We consider theories in which the explicit breaking of the chiral symmetry ${\mathrm{SU}}_3\times {\mathrm{SU}}_3$ of the energy density ${\Theta }_{00}$ is of the form ${\epsilon }_0{u}_0+{\epsilon }_8{u}_8$, where ${\epsilon }_0$, ${\epsilon }_8$ are real constants and $u_0$ and $u_8$ are scalar densities in the representation $(3,\overline{3})+(\overline{3},3)$. We propose an extension of this picture, in which the ${\mathrm{SU}}_3\times {\mathrm{SU}}_3$-invariant part of ${\Theta }_{00}$ has the form ${\overline{\Theta }}_{00}+{\epsilon }_9{u}_9$, where ${\overline{\Theta }}_{00}$ is $U_3\times U_3$ invariant and the ${\mathrm{SU}}_3\times {\mathrm{SU}}_3$-invariant scalar $u_9$ breaks $U_3\times U_3$ in a specific way.
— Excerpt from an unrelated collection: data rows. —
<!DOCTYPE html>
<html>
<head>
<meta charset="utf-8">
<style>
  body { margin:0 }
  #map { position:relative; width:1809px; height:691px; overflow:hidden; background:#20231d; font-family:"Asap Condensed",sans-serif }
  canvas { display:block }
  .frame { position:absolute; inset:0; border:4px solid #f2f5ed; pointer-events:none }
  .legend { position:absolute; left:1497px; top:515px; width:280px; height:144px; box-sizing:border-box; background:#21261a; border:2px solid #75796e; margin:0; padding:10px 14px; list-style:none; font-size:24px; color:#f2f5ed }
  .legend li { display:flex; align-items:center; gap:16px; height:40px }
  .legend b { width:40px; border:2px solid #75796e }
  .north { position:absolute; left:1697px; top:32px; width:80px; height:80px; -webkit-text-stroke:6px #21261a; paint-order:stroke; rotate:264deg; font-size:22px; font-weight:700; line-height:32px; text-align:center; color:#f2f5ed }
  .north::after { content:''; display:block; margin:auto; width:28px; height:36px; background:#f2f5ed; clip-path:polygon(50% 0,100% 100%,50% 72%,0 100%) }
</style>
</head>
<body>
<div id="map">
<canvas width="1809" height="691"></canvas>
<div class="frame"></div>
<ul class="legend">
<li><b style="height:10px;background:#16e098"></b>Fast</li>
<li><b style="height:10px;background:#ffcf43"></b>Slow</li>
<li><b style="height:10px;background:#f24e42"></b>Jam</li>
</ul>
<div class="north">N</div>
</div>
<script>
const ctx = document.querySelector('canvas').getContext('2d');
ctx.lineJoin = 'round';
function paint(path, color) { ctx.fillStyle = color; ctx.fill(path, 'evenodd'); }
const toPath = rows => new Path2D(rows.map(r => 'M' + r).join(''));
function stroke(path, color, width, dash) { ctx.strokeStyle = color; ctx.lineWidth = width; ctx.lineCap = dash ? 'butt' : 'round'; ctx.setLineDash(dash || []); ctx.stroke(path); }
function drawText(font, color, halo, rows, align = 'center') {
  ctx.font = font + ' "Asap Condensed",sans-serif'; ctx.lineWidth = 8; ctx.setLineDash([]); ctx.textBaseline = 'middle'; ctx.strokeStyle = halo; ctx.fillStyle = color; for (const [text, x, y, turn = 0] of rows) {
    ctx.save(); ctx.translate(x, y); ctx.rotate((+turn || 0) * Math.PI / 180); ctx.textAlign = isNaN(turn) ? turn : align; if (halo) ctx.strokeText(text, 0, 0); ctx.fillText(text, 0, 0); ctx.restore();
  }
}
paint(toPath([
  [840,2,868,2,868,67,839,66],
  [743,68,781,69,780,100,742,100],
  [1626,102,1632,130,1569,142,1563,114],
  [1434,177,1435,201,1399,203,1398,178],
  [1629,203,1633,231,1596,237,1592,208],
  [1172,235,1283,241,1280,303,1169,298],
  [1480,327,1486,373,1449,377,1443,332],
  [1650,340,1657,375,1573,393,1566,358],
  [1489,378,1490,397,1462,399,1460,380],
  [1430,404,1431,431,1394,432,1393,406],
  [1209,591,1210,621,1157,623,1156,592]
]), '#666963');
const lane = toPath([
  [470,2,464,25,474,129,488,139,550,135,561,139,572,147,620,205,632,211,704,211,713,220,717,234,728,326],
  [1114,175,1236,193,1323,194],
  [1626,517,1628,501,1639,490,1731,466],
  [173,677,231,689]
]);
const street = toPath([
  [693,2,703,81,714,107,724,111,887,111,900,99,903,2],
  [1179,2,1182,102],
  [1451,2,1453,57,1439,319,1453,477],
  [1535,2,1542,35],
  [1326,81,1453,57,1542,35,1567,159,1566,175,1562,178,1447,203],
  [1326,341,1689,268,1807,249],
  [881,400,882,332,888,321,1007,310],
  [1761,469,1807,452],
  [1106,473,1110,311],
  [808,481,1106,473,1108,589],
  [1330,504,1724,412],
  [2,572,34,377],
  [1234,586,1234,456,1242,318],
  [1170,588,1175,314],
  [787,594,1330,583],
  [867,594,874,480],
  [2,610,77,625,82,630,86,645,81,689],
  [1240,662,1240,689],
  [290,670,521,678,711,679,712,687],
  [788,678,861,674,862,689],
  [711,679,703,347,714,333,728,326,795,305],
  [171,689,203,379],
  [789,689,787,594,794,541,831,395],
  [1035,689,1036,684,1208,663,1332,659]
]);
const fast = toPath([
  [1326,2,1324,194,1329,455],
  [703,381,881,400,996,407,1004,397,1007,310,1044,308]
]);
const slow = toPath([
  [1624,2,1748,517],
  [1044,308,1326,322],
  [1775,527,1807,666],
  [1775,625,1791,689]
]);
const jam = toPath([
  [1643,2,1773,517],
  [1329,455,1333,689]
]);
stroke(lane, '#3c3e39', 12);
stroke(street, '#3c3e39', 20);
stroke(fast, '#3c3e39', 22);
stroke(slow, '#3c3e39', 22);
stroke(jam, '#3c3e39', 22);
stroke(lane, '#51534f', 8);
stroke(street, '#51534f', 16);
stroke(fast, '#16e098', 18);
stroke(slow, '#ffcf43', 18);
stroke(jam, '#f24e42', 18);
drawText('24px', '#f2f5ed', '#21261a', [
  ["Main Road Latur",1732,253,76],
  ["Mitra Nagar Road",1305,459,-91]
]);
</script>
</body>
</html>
Specifically, it is assumed that the ninth axial charge $F_0^5$ transforms $u_9$ into a pseudoscalar $v_9$ according to $i[F_0^5,u_9]=\kappa v_9$, where $i[F_0^5,v_9]=-\kappa u_9$. (The parameter $\kappa$ labels the representation.) Given this group structure, the analysis of Okubo and Mathur may be extended to find allowed domains for the symmetry-breaking parameters ${\epsilon }_0$, ${\epsilon }_8$, ${\epsilon }_9$ and the vacuum expectation values $〈u_0〉$, $〈u_8〉$, and $〈u_9〉$. The positivity conditions now restrict $〈u_9〉$ so that the allowed domains occupy certain volumes in a three-dimensional space.